- _About this exercise_: Retype each line exactly as it stands, beginning at the first line of the material and finishing with the line that contains "position:absolute; left:588px; top:1391px;".

* * * * * * * * *

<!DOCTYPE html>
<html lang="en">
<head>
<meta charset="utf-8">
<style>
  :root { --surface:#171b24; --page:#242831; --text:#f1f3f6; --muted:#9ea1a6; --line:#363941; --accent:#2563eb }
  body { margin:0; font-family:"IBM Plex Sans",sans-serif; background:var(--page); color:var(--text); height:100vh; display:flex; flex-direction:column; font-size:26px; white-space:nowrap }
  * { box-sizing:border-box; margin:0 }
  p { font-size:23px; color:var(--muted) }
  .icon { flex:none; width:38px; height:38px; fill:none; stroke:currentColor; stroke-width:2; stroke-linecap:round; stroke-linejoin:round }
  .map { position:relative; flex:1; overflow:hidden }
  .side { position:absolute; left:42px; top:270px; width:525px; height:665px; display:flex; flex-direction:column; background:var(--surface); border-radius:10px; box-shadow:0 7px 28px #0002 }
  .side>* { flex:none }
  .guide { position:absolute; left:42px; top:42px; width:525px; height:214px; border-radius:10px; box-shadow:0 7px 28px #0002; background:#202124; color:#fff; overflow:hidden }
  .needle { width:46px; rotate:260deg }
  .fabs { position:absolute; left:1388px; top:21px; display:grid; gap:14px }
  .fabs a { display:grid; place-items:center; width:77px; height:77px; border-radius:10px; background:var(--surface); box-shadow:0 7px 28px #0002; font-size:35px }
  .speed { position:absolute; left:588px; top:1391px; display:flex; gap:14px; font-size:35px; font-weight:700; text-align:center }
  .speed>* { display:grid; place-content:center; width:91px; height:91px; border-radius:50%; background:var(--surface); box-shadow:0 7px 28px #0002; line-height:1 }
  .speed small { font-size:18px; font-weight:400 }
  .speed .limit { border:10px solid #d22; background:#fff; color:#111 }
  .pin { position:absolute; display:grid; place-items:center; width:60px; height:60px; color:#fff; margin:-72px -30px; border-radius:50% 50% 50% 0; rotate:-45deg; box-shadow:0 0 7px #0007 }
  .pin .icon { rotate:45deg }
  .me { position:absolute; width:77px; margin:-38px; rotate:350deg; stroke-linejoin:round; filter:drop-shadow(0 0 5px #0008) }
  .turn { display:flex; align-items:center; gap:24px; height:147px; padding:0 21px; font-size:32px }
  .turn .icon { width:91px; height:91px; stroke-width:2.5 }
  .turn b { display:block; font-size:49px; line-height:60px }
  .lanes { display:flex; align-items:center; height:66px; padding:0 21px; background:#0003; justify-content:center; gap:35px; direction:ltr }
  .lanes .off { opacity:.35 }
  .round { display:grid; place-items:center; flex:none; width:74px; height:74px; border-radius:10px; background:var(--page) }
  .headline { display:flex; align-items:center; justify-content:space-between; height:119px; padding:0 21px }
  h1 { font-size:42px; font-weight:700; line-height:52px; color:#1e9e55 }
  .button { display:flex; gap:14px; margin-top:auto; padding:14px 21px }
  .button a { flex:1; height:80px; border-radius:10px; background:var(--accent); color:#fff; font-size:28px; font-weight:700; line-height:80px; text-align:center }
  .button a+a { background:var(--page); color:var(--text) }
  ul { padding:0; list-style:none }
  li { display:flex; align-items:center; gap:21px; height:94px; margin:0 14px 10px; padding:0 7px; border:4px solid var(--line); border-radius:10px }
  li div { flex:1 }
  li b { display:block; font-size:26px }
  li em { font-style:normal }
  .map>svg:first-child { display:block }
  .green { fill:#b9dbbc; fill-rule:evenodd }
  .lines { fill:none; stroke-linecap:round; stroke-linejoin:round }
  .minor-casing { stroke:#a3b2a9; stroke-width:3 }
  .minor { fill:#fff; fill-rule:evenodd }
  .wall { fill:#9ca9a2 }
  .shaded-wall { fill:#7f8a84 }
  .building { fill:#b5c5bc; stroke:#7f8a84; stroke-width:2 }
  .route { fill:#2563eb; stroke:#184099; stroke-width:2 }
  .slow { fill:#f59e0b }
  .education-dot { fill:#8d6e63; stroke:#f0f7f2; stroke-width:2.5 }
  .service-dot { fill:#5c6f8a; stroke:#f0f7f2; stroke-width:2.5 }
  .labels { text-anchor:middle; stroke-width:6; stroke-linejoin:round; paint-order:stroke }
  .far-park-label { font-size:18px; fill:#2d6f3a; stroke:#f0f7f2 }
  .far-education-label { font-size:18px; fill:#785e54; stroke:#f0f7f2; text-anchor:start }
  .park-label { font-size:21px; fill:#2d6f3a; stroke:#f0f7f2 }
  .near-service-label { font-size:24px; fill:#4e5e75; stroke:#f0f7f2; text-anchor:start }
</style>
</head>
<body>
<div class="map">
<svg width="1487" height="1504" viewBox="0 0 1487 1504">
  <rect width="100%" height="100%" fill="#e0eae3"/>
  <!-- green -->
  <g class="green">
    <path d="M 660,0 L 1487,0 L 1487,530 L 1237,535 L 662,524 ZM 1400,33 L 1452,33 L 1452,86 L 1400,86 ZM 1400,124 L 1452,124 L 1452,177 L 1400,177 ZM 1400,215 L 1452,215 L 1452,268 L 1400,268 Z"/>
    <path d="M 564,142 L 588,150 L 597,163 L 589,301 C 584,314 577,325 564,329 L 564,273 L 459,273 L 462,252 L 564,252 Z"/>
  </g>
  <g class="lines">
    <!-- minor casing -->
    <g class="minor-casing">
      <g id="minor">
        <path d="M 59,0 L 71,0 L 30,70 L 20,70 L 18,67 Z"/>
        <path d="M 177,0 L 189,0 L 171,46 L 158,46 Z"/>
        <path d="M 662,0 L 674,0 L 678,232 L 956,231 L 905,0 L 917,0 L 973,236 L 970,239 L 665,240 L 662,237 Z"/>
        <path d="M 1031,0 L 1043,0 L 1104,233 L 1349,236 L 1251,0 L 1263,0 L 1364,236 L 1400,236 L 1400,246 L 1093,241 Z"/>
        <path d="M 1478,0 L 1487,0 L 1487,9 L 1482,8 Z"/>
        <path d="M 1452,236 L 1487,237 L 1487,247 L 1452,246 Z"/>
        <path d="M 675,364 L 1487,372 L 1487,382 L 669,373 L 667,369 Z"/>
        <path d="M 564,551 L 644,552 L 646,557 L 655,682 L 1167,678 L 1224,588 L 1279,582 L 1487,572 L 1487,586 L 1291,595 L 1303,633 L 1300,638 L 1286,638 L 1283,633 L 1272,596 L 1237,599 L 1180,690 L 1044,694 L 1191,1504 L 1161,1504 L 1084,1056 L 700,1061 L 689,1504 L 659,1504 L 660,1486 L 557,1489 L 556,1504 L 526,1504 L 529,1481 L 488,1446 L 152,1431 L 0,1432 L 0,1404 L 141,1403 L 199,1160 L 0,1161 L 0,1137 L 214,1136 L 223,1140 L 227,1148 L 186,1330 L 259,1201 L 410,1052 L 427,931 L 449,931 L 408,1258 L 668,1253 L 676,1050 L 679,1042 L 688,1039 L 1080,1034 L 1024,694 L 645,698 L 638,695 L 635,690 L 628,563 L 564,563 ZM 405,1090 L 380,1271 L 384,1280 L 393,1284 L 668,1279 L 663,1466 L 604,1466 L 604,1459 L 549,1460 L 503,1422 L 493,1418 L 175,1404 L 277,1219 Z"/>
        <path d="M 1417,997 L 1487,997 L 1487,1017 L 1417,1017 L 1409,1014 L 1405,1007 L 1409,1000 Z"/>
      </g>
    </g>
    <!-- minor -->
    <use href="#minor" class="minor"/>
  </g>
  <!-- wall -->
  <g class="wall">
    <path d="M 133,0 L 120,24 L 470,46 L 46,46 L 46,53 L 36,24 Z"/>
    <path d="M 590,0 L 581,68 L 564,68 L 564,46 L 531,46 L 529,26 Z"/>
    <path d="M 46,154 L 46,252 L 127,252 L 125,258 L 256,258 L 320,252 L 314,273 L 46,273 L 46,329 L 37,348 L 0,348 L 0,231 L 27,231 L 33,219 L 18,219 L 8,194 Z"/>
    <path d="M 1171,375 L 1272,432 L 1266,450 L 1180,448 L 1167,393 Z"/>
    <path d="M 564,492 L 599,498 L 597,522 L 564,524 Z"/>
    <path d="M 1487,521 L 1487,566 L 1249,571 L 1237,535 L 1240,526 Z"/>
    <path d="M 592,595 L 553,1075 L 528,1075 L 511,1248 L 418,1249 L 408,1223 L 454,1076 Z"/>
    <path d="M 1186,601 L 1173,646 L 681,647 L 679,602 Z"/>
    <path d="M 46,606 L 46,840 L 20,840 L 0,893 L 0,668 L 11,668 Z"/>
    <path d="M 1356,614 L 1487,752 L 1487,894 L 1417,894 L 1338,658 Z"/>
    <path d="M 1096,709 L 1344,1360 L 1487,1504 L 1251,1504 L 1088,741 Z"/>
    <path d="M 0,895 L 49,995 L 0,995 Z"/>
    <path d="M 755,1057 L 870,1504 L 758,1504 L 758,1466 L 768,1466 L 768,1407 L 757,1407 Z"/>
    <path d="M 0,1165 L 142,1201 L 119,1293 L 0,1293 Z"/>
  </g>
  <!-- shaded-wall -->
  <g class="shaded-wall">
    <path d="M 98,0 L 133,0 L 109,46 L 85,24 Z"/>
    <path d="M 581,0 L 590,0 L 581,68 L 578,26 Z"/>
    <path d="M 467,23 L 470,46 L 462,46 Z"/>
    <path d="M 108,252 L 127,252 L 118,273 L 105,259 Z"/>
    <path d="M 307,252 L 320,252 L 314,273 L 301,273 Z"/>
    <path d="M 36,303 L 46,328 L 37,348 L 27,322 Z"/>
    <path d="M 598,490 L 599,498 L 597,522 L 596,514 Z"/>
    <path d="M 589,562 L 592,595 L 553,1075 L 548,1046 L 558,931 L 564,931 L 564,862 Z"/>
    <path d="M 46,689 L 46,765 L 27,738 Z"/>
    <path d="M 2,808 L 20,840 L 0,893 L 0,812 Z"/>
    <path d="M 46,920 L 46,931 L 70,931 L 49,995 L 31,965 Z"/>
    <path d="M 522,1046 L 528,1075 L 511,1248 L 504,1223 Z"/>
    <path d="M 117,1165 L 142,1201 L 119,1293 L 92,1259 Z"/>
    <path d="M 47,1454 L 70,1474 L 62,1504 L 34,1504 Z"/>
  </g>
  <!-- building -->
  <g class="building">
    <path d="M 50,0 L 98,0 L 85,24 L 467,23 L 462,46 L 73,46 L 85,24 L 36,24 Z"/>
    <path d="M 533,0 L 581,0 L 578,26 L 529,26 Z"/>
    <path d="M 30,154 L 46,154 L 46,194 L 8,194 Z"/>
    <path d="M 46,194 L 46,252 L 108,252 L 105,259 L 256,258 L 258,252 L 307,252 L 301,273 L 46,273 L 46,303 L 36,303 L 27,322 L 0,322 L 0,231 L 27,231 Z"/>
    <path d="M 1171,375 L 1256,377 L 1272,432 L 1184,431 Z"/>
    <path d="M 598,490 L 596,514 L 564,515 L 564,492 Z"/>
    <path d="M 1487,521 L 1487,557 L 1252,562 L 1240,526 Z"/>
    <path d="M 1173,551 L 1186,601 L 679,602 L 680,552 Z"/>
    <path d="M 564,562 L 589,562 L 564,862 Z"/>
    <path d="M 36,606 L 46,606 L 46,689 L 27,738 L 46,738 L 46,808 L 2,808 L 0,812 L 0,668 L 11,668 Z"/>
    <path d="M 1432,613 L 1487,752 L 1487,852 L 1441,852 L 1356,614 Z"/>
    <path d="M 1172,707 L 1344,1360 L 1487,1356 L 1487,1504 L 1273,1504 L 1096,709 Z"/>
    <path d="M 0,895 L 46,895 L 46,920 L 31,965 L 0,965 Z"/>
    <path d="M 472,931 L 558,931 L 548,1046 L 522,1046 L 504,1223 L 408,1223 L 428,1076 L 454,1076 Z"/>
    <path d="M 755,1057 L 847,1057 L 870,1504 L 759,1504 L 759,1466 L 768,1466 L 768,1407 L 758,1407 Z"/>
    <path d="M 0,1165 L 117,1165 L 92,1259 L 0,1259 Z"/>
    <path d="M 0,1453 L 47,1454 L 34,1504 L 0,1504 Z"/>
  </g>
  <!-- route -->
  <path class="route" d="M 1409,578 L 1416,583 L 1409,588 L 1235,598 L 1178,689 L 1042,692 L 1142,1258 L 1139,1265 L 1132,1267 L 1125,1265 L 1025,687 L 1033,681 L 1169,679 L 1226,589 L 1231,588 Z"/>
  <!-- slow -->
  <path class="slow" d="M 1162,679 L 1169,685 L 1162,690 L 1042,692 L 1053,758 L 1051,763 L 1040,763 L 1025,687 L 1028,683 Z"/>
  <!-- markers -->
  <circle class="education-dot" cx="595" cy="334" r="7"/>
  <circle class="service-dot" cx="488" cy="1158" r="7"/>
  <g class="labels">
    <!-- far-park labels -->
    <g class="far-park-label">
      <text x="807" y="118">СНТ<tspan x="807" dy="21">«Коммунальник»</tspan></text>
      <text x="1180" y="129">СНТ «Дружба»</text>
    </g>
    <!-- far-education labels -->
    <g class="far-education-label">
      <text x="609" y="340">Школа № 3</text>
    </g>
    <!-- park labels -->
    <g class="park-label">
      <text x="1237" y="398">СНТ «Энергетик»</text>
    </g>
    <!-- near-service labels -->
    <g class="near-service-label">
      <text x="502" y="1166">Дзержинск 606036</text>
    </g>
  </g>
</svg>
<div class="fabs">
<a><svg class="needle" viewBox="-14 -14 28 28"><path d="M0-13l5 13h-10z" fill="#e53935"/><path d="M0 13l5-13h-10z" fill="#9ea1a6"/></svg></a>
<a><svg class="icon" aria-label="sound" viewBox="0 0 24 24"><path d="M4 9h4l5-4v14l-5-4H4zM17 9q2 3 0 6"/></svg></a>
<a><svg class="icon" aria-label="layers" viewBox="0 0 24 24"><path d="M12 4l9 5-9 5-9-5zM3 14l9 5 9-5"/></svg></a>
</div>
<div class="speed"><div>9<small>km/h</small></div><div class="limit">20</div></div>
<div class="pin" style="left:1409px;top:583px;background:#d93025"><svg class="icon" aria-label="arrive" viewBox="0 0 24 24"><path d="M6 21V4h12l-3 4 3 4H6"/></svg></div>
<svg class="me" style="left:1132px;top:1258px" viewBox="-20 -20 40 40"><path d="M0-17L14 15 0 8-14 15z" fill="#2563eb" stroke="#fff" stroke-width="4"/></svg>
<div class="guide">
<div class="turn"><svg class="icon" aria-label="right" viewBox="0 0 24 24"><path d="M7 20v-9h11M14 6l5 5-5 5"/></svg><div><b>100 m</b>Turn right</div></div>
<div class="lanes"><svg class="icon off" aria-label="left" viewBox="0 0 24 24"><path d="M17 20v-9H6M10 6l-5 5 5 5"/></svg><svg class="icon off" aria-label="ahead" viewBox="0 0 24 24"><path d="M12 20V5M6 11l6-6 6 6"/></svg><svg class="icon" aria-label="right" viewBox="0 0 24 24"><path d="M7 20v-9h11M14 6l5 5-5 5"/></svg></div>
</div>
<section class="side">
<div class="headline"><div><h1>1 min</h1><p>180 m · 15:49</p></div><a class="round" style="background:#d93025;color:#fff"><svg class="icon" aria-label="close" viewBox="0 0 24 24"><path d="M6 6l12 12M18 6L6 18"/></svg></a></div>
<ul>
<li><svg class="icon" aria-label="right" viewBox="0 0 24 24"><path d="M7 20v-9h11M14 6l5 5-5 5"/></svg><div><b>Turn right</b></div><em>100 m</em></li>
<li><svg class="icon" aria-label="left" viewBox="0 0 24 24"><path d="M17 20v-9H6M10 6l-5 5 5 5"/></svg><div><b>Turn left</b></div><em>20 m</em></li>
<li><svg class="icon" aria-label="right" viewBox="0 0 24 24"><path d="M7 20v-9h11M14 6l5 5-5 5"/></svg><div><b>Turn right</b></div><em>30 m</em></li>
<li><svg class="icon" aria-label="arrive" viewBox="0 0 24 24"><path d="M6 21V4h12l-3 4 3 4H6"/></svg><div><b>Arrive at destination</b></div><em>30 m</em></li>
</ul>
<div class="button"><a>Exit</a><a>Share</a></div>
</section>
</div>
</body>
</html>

* * * * * * * * *

- _Response to this task_:
<!DOCTYPE html>
<html lang="en">
<head>
<meta charset="utf-8">
<style>
  :root { --surface:#171b24; --page:#242831; --text:#f1f3f6; --muted:#9ea1a6; --line:#363941; --accent:#2563eb }
  body { margin:0; font-family:"IBM Plex Sans",sans-serif; background:var(--page); color:var(--text); height:100vh; display:flex; flex-direction:column; font-size:26px; white-space:nowrap }
  * { box-sizing:border-box; margin:0 }
  p { font-size:23px; color:var(--muted) }
  .icon { flex:none; width:38px; height:38px; fill:none; stroke:currentColor; stroke-width:2; stroke-linecap:round; stroke-linejoin:round }
  .map { position:relative; flex:1; overflow:hidden }
  .side { position:absolute; left:42px; top:270px; width:525px; height:665px; display:flex; flex-direction:column; background:var(--surface); border-radius:10px; box-shadow:0 7px 28px #0002 }
  .side>* { flex:none }
  .guide { position:absolute; left:42px; top:42px; width:525px; height:214px; border-radius:10px; box-shadow:0 7px 28px #0002; background:#202124; color:#fff; overflow:hidden }
  .needle { width:46px; rotate:260deg }
  .fabs { position:absolute; left:1388px; top:21px; display:grid; gap:14px }
  .fabs a { display:grid; place-items:center; width:77px; height:77px; border-radius:10px; background:var(--surface); box-shadow:0 7px 28px #0002; font-size:35px }
  .speed { position:absolute; left:588px; top:1391px; display:flex; gap:14px; font-size:35px; font-weight:700; text-align:center }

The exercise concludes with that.